Provided records -
☆ ☆ ☆ ☆ ☆

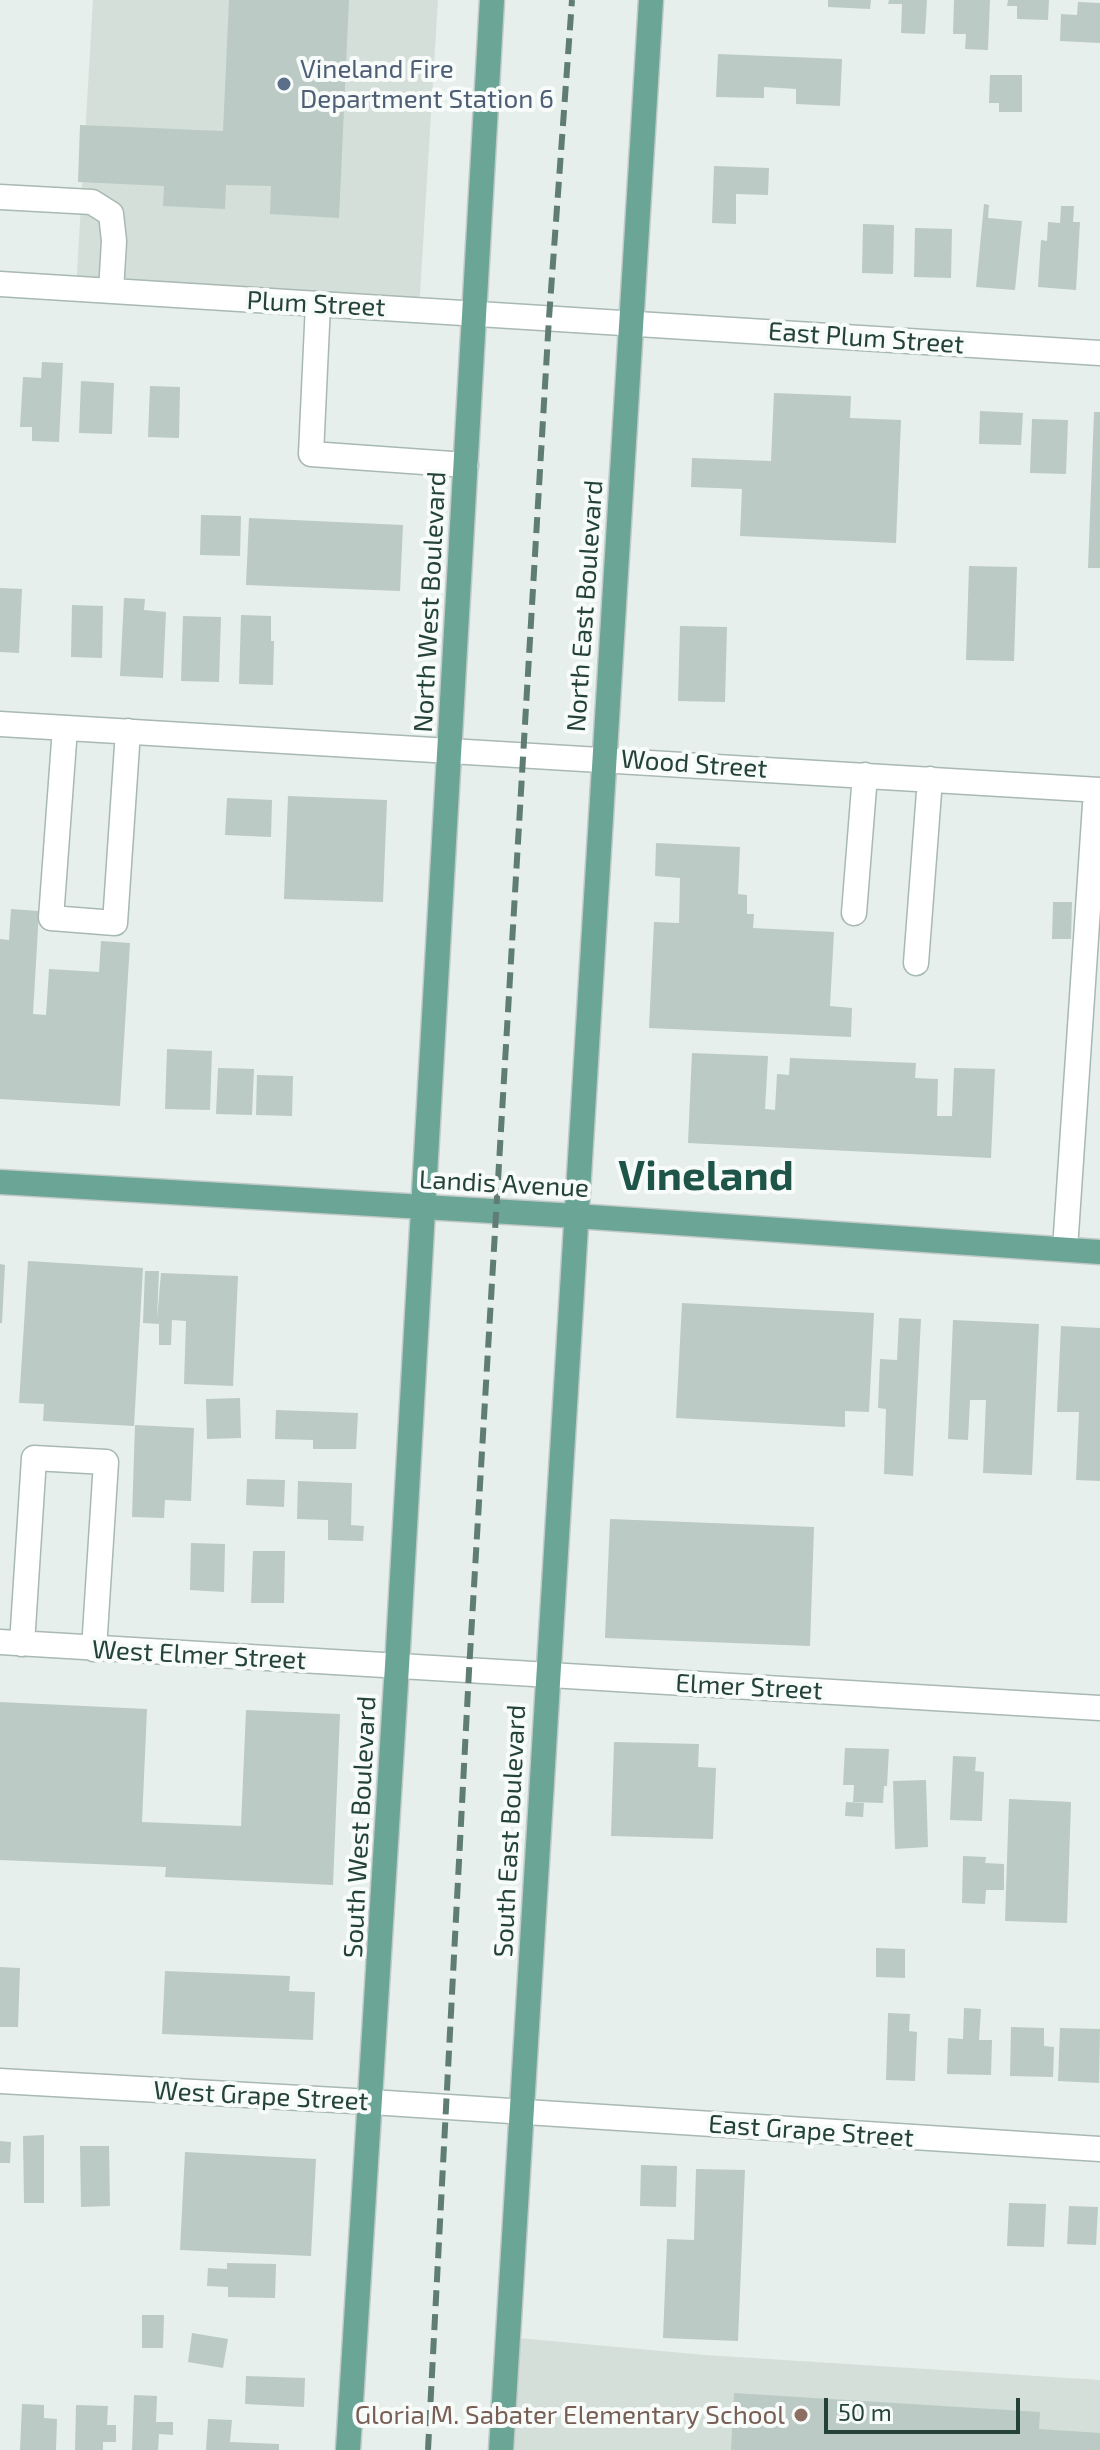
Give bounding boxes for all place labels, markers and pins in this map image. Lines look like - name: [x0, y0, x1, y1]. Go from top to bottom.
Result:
- place label: Vineland Fire Department Station 6: [300, 53, 554, 114]
- marker: Vineland Fire Department Station 6: [275, 75, 293, 93]
- place label: Gloria M. Sabater Elementary School: [355, 2399, 785, 2431]
- marker: Gloria M. Sabater Elementary School: [792, 2406, 810, 2424]

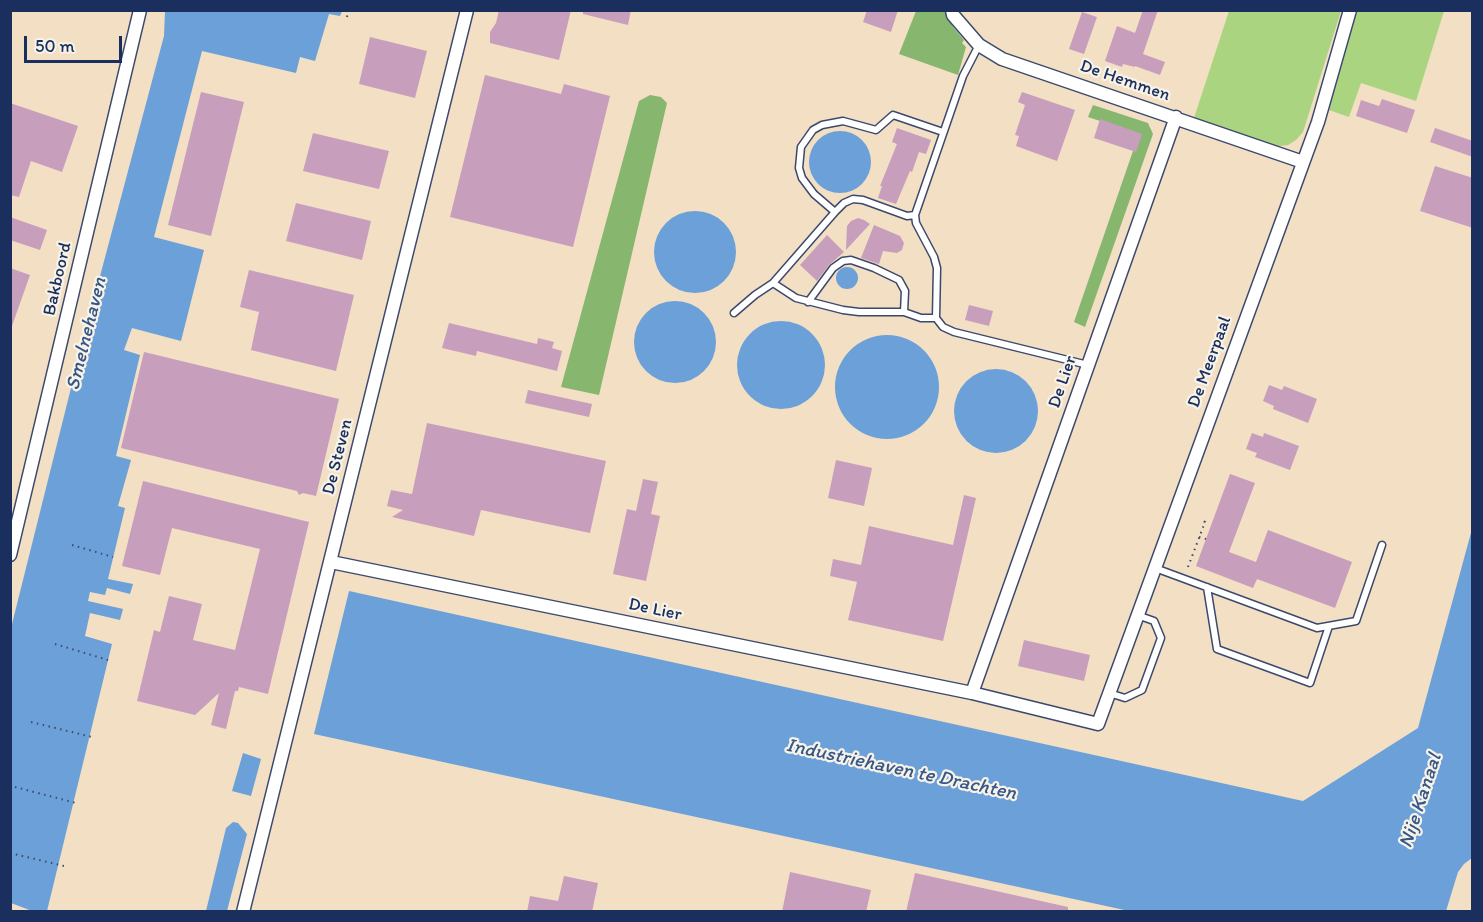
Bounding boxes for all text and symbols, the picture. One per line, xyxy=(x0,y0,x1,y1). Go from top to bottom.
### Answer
scale bar xyxy=(27,24,124,62)
text: 50 m xyxy=(35,35,75,57)
street label: De Hemmen xyxy=(1077,55,1173,107)
street label: Bakboord xyxy=(39,240,77,318)
water label: Smelnehaven xyxy=(61,275,113,393)
street label: De Meerpaal xyxy=(1183,313,1237,411)
street label: De Lier xyxy=(1044,353,1082,411)
street label: De Steven xyxy=(318,417,358,497)
street label: De Lier xyxy=(626,594,684,626)
water label: Industriehaven te Drachten xyxy=(784,734,1018,806)
water label: Nije Kanaal xyxy=(1394,751,1448,851)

☆ ☆ ☆ ☆ ☆

What to do - Restate all of the material above word for word, excluding the pictures.

Written answer -
Give bounding boxes for all place labels, markers and pins in this map image. Lines look like - name: [x0, y0, x1, y1]. Go from top to bottom.
Result:
- place label: Vineland Fire Department Station 6: [300, 53, 554, 114]
- marker: Vineland Fire Department Station 6: [275, 75, 293, 93]
- place label: Gloria M. Sabater Elementary School: [355, 2399, 785, 2431]
- marker: Gloria M. Sabater Elementary School: [792, 2406, 810, 2424]

Bounding boxes for all text and symbols, the picture. One per line, xyxy=(x0,y0,x1,y1). Go from top to bottom.
### Answer
scale bar xyxy=(27,24,124,62)
text: 50 m xyxy=(35,35,75,57)
street label: De Hemmen xyxy=(1077,55,1173,107)
street label: Bakboord xyxy=(39,240,77,318)
water label: Smelnehaven xyxy=(61,275,113,393)
street label: De Meerpaal xyxy=(1183,313,1237,411)
street label: De Lier xyxy=(1044,353,1082,411)
street label: De Steven xyxy=(318,417,358,497)
street label: De Lier xyxy=(626,594,684,626)
water label: Industriehaven te Drachten xyxy=(784,734,1018,806)
water label: Nije Kanaal xyxy=(1394,751,1448,851)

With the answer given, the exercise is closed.